Elected officials have looked to long-term care insurance as part of the answer to a vexing problem in the public policy realm – how to pay for long-term care services and supports.  Many people don’t realize that their Medicare insurance does not pay for long-term care (except for a portion of the costs for the first 100 days after a hospital discharge).  Instead, individuals are personally responsible for the costs of long-term care – costs that now often exceed $100,000 a year for nursing home care.  Few families can absorb these costs – which is where the Medicaid program comes in.  Medicaid pays for nursing home care after an individual exhausts all his or her savings and assets.  A larger and larger portion of this health care program for low-income individuals is now going to long-term care services for the elderly – who have made themselves poor paying out of their own pocket for long-term care.

Long-term care insurance was thought of as a brake on these Medicaid costs.  If more and more people had long-term care insurance, fewer would need to liquidate their assets to pay for nursing homes or other forms of long-term care.  It was an OK plan – until premium increases and insurers dropping out of the marketplace made long-term care insurance less attractive, less affordable, and less available.

What to Do Now?

The most immediate need is to get a handle on premium increases, so those who did the right thing many years ago to protect themselves from long-term care costs receive the benefits they were promised.  Insurance companies and their stockholders need to take greater responsibility for their past calculation errors – this burden should not fall entirely on policy holders.

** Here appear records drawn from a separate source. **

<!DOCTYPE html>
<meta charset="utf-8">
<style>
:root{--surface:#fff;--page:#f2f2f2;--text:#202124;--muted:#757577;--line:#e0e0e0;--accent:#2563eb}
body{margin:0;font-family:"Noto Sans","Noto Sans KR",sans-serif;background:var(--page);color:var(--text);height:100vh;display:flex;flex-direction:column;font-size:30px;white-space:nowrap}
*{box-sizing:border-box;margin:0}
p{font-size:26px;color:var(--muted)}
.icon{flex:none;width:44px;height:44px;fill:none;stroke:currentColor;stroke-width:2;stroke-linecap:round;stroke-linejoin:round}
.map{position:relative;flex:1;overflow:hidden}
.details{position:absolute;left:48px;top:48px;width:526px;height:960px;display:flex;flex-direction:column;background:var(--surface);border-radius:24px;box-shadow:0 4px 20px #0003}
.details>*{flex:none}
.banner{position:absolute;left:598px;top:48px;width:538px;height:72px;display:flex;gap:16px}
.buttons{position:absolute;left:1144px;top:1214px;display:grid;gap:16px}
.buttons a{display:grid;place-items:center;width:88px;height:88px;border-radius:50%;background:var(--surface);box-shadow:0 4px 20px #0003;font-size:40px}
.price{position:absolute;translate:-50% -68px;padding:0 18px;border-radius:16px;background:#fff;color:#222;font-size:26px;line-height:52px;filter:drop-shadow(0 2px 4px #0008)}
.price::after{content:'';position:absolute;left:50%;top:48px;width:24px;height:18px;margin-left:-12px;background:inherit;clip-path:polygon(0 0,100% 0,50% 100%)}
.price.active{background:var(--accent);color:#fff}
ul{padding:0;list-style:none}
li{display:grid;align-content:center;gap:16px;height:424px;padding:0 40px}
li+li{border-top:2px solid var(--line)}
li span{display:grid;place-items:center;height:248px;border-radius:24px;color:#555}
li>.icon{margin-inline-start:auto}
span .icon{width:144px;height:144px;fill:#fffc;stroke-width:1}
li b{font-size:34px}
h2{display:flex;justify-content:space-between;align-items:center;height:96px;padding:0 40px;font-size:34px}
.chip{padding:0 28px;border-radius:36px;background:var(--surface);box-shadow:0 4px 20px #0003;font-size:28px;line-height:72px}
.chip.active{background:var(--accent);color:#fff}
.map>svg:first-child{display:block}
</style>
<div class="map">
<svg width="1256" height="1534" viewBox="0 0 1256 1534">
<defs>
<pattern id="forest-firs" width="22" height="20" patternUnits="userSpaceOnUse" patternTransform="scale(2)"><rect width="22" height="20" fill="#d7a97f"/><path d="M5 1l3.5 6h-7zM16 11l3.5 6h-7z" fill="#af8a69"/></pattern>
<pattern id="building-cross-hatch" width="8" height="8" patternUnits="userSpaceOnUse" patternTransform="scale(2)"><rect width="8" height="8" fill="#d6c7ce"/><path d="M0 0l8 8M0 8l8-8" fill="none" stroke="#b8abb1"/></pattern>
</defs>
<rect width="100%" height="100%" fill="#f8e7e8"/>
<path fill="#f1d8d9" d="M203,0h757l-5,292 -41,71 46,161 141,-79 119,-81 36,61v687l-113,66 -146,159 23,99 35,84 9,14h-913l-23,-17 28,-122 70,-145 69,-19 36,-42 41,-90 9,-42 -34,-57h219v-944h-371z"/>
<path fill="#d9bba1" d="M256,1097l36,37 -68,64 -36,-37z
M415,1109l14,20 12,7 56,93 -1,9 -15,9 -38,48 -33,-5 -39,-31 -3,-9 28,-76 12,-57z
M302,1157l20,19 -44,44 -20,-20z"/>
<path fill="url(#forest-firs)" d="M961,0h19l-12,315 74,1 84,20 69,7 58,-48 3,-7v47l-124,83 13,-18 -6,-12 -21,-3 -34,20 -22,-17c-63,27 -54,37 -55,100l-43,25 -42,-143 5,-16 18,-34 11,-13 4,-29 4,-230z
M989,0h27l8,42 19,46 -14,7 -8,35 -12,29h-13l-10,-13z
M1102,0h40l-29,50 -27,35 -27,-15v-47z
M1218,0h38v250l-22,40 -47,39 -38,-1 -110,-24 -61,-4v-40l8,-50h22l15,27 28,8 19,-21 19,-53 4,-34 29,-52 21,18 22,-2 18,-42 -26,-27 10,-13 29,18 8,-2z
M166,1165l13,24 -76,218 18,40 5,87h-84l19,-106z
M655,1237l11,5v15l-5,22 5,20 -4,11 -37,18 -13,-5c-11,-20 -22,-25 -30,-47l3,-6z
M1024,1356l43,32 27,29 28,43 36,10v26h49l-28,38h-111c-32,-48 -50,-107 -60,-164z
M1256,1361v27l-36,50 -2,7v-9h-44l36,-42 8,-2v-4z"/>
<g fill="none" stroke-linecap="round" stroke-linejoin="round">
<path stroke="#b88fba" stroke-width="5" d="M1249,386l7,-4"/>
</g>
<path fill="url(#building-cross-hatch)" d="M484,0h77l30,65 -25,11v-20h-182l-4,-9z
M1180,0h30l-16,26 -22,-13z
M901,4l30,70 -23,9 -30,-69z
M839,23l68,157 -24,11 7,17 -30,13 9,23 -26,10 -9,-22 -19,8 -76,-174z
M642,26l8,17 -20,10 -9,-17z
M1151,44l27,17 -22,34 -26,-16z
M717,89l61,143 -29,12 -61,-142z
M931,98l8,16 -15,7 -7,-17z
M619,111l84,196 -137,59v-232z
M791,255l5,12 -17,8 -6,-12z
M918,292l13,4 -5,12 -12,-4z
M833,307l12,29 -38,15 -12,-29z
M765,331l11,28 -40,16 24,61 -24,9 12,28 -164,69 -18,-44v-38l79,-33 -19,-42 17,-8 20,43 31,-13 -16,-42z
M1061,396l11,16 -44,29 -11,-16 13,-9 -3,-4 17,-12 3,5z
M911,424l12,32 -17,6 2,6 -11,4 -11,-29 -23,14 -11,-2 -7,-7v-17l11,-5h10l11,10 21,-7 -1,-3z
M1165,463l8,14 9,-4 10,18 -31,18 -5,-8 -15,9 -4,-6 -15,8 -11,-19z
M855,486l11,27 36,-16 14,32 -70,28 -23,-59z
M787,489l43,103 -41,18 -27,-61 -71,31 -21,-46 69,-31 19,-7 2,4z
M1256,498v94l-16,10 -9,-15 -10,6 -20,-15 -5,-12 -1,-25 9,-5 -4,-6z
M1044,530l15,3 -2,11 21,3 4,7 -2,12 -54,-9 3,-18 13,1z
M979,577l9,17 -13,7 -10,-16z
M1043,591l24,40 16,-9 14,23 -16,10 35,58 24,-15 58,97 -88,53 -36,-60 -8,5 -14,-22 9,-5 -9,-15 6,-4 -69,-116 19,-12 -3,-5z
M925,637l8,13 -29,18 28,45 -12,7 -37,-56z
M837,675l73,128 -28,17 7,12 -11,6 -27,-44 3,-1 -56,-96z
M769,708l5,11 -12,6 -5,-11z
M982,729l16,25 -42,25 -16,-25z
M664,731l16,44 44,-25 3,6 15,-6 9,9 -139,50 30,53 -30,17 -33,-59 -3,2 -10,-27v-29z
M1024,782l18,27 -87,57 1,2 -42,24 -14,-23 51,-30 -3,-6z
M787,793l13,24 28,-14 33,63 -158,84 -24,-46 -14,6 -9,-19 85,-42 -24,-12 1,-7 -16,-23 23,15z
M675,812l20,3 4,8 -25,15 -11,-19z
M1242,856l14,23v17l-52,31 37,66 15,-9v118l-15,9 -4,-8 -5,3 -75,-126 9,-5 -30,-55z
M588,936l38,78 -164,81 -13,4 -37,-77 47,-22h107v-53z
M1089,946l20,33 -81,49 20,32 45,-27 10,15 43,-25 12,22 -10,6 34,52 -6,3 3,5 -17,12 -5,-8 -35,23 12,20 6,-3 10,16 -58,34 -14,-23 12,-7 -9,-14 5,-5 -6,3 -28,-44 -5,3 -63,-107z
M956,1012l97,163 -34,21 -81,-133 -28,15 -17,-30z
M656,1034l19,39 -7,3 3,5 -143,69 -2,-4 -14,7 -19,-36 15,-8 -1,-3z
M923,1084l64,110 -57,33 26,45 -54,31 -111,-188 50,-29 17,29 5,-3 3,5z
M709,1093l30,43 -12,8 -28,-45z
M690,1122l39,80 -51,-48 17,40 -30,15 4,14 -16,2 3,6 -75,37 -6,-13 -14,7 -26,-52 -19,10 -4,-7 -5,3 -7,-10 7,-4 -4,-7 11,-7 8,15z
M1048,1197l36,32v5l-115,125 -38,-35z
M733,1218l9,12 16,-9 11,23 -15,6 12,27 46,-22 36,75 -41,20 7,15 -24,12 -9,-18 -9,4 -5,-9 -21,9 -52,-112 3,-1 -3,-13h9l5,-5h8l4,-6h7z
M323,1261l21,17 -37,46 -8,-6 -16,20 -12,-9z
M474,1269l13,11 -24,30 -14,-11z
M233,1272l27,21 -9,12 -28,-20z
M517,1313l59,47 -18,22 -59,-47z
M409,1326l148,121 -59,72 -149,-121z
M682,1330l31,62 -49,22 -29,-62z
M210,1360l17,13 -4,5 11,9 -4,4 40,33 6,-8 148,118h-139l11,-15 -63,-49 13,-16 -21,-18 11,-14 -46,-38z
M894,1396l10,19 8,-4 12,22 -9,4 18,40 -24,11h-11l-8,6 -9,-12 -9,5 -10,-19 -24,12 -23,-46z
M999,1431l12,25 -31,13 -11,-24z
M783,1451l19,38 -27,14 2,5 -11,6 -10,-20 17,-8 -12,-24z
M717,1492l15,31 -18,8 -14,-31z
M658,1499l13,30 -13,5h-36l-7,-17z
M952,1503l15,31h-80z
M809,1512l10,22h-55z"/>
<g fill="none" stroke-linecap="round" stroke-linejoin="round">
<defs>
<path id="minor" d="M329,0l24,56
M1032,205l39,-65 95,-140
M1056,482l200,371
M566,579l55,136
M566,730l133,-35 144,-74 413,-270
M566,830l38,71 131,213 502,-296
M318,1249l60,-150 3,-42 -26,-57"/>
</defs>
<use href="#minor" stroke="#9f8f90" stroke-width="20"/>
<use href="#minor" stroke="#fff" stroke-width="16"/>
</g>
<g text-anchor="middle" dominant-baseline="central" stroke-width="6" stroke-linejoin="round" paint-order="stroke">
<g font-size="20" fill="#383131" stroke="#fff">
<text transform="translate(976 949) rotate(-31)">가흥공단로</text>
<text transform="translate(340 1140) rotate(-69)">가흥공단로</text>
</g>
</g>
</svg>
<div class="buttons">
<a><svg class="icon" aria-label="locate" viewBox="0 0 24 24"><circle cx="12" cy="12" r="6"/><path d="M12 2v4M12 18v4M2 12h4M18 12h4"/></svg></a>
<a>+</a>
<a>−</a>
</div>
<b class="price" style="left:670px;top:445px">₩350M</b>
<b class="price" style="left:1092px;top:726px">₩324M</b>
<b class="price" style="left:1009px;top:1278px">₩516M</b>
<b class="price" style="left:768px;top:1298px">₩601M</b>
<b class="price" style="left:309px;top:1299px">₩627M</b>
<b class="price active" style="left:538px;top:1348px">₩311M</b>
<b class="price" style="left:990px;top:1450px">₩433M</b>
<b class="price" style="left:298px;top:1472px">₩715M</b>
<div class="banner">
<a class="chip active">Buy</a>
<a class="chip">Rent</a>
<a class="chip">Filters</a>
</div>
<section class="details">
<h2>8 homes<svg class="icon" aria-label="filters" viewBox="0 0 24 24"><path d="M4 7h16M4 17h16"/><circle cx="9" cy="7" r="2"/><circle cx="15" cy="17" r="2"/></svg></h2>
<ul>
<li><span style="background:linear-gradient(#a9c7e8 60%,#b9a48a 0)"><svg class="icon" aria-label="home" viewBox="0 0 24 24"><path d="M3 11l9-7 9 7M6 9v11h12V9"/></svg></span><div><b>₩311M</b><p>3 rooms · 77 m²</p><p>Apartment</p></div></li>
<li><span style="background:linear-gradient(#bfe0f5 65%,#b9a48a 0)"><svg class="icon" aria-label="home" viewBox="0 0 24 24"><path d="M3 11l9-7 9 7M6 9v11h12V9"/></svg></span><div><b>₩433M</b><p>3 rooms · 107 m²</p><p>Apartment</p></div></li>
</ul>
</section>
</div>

Other potential steps include making long-term care insurance policies available on a wider basis with the hope that increasing the pool of policy holders will lower premium costs.  Buying this insurance at a group rate is much more affordable for more people than trying to buy it on an individual basis.  Our overall long-term care policies must also change to promote more care at home and in the community than in a nursing home.  Not only is this kind of care what people really want, it is much more affordable.  The more people we assist in a home and community-based setting, the lower the costs for individuals, insurance companies, and taxpayers.

This is a problem we need to address sooner rather than later – our population is aging, and more people are going to need these long-term care services.  Pennsylvania can’t afford a broken long-term care insurance system – and those already mixed up in that broken system shouldn’t bear the entire burden of trying to fix it.

 

 

“Ray’s Round Up” features updates on current state and federal issues by Ray Landis, AARP PA’s Advocacy Manager.